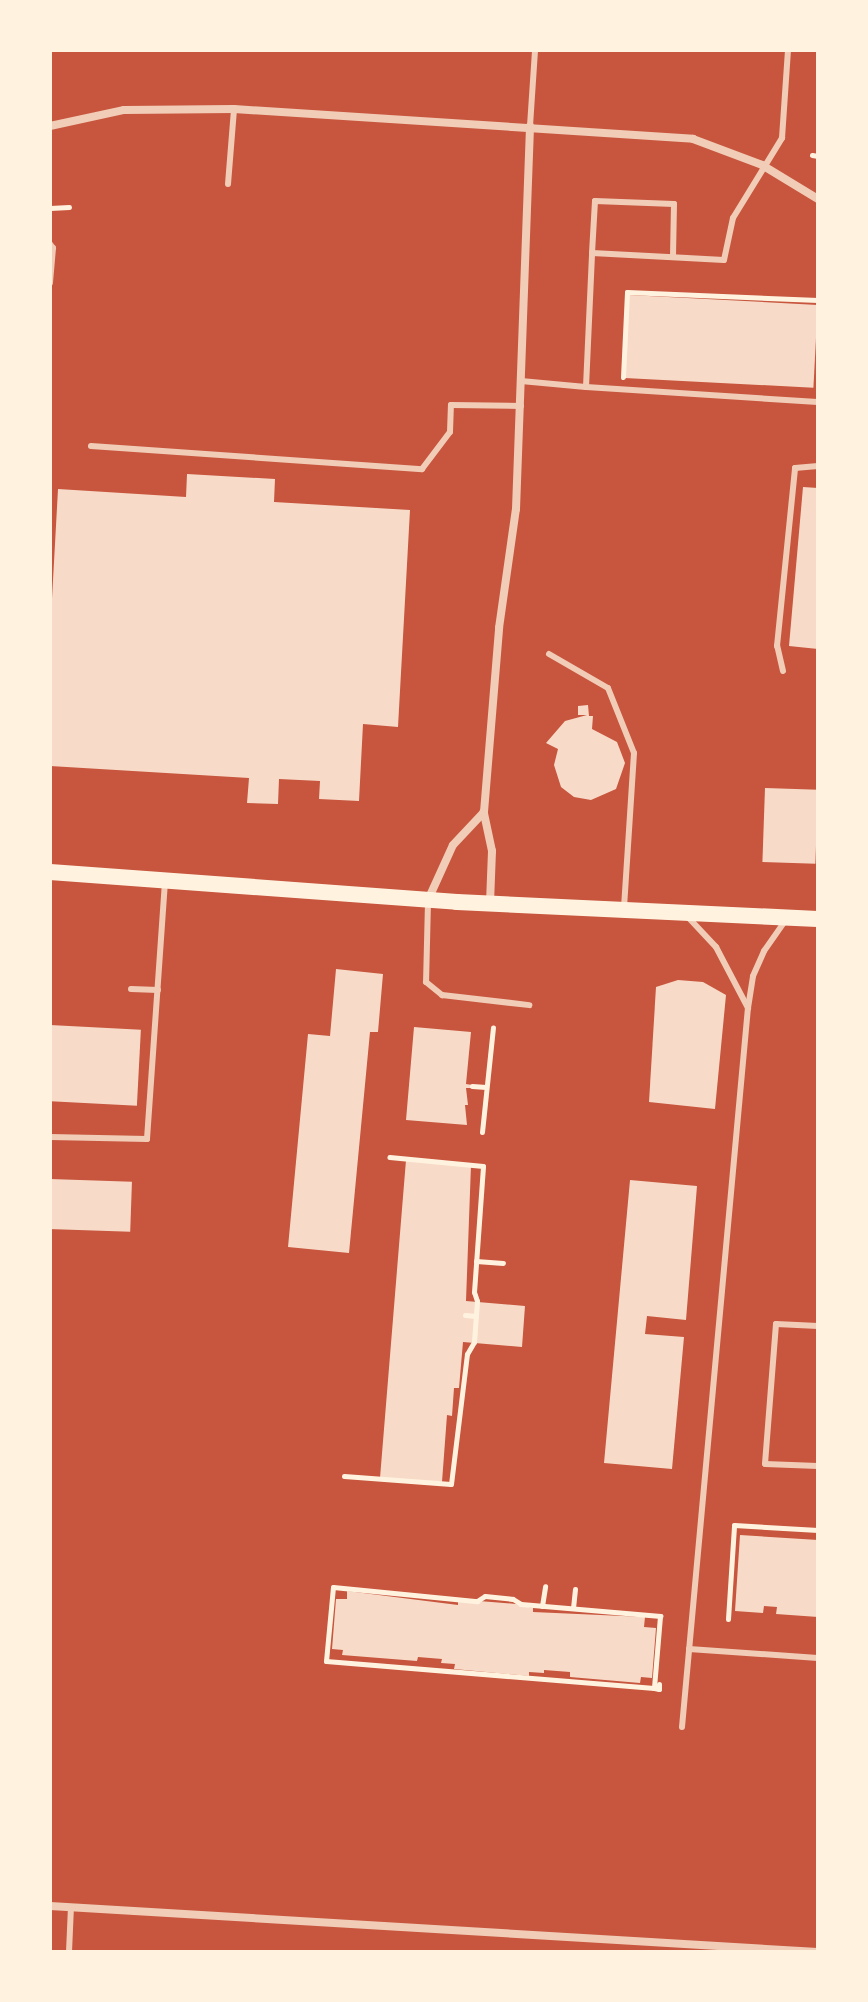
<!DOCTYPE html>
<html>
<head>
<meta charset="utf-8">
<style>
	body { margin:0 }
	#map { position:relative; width:868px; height:2002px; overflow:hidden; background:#c8553d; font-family:"Open Sans",sans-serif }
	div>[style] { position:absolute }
	.building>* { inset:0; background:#f7dbc8; transform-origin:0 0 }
	.path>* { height:5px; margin:-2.5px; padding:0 2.5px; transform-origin:2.5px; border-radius:2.5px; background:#fff3e0 }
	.service>* { height:6px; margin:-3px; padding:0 3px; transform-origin:3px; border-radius:3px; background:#f1ccb7 }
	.minor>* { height:8px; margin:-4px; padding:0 4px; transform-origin:4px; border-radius:4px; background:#f1ccb7 }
	.secondary>* { height:16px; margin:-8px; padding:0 8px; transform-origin:8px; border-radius:8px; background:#fff3e0 }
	span { translate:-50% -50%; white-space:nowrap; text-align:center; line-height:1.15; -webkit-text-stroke:7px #fff3e0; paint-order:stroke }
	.frame { position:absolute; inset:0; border:52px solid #fff3e0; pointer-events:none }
</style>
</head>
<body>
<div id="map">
	<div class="building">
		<i style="left:629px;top:295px;width:189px;height:83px;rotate:3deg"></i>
		<i style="clip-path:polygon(187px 474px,275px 479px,274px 502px,410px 510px,398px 727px,363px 724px,359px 801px,319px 799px,320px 781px,279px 779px,278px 804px,247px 803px,249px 778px,50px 766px,50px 635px,58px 489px,186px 497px)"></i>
		<i style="clip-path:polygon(803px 487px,818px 488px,818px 649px,789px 646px)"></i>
		<i style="clip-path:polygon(588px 705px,589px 716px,593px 716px,592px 729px,617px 742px,625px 763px,616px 789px,591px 800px,574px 797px,561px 787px,554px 765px,558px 749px,546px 743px,565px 721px,587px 715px,578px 715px,578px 706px)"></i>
		<i style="left:765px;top:788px;width:53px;height:74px;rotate:2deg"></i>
		<i style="clip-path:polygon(336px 969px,383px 974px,378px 1032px,370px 1032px,349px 1253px,288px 1247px,308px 1034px,330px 1036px)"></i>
		<i style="clip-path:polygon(678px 980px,703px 982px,726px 995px,715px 1109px,649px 1102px,656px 987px)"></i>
		<i style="left:50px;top:1025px;width:91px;height:76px;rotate:3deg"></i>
		<i style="clip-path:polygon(414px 1027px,471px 1032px,466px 1084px,472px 1085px,472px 1088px,466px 1088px,468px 1105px,465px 1105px,467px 1125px,406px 1120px)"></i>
		<i style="clip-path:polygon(406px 1160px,471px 1165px,466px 1301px,525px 1306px,522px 1347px,463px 1342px,459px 1388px,454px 1388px,452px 1416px,447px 1415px,442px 1482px,380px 1478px)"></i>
		<i style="left:50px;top:1179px;width:82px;height:50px;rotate:2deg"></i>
		<i style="clip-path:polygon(630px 1180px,697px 1186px,686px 1320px,647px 1316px,645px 1334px,684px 1337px,672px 1469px,604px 1463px)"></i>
		<i style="clip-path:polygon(740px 1535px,818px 1540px,818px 1617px,776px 1614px,777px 1607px,764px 1606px,763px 1613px,735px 1611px)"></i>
		<i style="clip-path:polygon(347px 1591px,458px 1605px,458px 1601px,479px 1601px,516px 1604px,533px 1608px,533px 1612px,645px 1617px,644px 1627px,656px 1628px,652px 1678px,641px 1677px,640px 1683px,570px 1677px,570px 1672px,544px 1670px,544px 1673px,529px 1672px,529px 1676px,454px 1669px,455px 1664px,441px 1663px,442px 1659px,418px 1657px,417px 1661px,342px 1655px,343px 1650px,332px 1649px,336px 1599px,347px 1599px)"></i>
	</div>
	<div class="path">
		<i style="left:812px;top:155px;width:6px;rotate:9deg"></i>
		<i style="left:50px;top:208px;width:19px;rotate:-3deg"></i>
		<i style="left:623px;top:377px;width:85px;rotate:-87.3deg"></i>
		<i style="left:627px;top:292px;width:191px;rotate:2.4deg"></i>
		<i style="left:472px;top:1086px;width:14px;rotate:4deg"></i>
		<i style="left:482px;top:1132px;width:105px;rotate:-84deg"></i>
		<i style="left:476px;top:1261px;width:27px;rotate:4deg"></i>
		<i style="left:465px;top:1315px;width:11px;rotate:5deg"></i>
		<i style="left:344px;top:1476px;width:107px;rotate:4.3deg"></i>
		<i style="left:451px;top:1484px;width:131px;rotate:-83deg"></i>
		<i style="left:467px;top:1354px;width:14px;rotate:-60deg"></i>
		<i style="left:474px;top:1342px;width:41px;rotate:-85.8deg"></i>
		<i style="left:477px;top:1301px;width:9px;rotate:-108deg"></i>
		<i style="left:474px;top:1292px;width:126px;rotate:-85.9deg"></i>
		<i style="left:483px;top:1166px;width:94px;rotate:-174.5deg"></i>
		<i style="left:333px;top:1587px;width:145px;rotate:5.6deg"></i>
		<i style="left:477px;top:1601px;width:9px;rotate:-32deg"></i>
		<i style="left:485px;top:1596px;width:28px;rotate:6deg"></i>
		<i style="left:513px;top:1599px;width:9px;rotate:32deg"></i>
		<i style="left:521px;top:1604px;width:140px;rotate:4.9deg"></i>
		<i style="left:660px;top:1616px;width:72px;rotate:94.8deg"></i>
		<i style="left:654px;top:1688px;width:329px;rotate:-175.3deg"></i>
		<i style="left:326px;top:1661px;width:74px;rotate:-84.6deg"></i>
		<i style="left:542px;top:1606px;width:20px;rotate:-81deg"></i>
		<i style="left:573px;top:1608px;width:19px;rotate:-84deg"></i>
		<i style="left:728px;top:1619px;width:94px;rotate:-86.3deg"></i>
		<i style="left:734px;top:1525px;width:84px;rotate:3.4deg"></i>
		<i style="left:654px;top:1688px;width:5px;rotate:11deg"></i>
		<i style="left:659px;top:1689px;width:5px;rotate:-90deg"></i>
	</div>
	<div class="service">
		<i style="left:530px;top:126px;width:76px;rotate:-86.2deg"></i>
		<i style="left:228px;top:184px;width:75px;rotate:-85.4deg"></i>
		<i style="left:50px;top:244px;width:5px;rotate:53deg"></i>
		<i style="left:53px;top:248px;width:35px;rotate:95deg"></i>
		<i style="left:592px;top:253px;width:52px;rotate:-86.7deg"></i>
		<i style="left:595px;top:201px;width:79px;rotate:2.2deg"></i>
		<i style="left:674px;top:204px;width:53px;rotate:91.1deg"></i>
		<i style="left:521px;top:381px;width:65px;rotate:5.3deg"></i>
		<i style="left:586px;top:387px;width:134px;rotate:-87.4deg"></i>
		<i style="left:592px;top:253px;width:132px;rotate:3deg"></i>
		<i style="left:724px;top:260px;width:43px;rotate:-77.9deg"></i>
		<i style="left:733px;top:218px;width:94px;rotate:-58.5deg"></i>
		<i style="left:782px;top:138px;width:88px;rotate:-86.1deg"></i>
		<i style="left:586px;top:387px;width:232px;rotate:3.7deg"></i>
		<i style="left:91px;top:446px;width:332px;rotate:4deg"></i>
		<i style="left:422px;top:469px;width:46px;rotate:-52.9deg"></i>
		<i style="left:450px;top:432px;width:27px;rotate:-88deg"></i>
		<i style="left:451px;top:405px;width:70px;rotate:0.8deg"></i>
		<i style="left:549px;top:654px;width:68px;rotate:30deg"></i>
		<i style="left:608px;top:688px;width:70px;rotate:68.2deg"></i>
		<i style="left:634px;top:753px;width:155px;rotate:93.7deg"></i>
		<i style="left:783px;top:671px;width:26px;rotate:-103deg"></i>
		<i style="left:777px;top:646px;width:179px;rotate:-84.2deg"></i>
		<i style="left:795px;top:468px;width:23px;rotate:-5deg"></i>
		<i style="left:428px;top:902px;width:80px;rotate:91.4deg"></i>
		<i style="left:426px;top:982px;width:21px;rotate:39deg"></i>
		<i style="left:442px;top:995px;width:88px;rotate:6.6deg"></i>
		<i style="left:686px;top:915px;width:44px;rotate:46.8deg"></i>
		<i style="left:716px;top:947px;width:69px;rotate:62.3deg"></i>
		<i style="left:131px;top:989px;width:27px;rotate:2deg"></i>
		<i style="left:50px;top:1137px;width:97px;rotate:1.2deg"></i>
		<i style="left:147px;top:1139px;width:260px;rotate:-86deg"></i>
		<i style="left:818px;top:1326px;width:42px;rotate:-177.3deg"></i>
		<i style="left:776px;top:1324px;width:140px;rotate:94.5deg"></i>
		<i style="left:765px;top:1464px;width:53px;rotate:2.2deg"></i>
		<i style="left:689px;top:1649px;width:129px;rotate:4deg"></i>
		<i style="left:682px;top:1727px;width:722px;rotate:-84.76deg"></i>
		<i style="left:748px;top:1008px;width:32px;rotate:-81deg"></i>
		<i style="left:753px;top:976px;width:27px;rotate:-66deg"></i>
		<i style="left:764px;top:951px;width:38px;rotate:-55deg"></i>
		<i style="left:69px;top:1952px;width:45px;rotate:-87.5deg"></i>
	</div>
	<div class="minor">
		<i style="left:50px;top:126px;width:76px;rotate:-12.2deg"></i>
		<i style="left:124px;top:110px;width:110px;rotate:-0.5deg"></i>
		<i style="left:234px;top:109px;width:460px;rotate:3.7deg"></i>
		<i style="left:693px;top:139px;width:74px;rotate:20.6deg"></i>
		<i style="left:762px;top:165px;width:66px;rotate:31.3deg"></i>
		<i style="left:428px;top:900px;width:60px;rotate:-65.6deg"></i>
		<i style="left:453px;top:845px;width:45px;rotate:-46.8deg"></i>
		<i style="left:490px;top:903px;width:52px;rotate:-87.8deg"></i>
		<i style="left:492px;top:851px;width:40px;rotate:-102deg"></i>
		<i style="left:484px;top:812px;width:185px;rotate:-85.3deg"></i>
		<i style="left:499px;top:628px;width:120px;rotate:-81.9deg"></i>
		<i style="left:516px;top:509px;width:383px;rotate:-87.9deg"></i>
		<i style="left:50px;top:1906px;width:769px;rotate:3.43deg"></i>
	</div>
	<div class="secondary">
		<i style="left:50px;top:872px;width:408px;rotate:4.2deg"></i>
		<i style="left:457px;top:902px;width:361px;rotate:2.7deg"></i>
	</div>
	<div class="frame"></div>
</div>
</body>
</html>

----

* The problem
Everything from the first line of the entries through the line containing "height:5px; margin:-2.5px; padding:0" is to be transcribed exactly; the pictures are not.

* Task solution
<!DOCTYPE html>
<html>
<head>
<meta charset="utf-8">
<style>
	body { margin:0 }
	#map { position:relative; width:868px; height:2002px; overflow:hidden; background:#c8553d; font-family:"Open Sans",sans-serif }
	div>[style] { position:absolute }
	.building>* { inset:0; background:#f7dbc8; transform-origin:0 0 }
	.path>* { height:5px; margin:-2.5px; padding:0 2.5px; transform-origin:2.5px; border-radius:2.5px; background:#fff3e0 }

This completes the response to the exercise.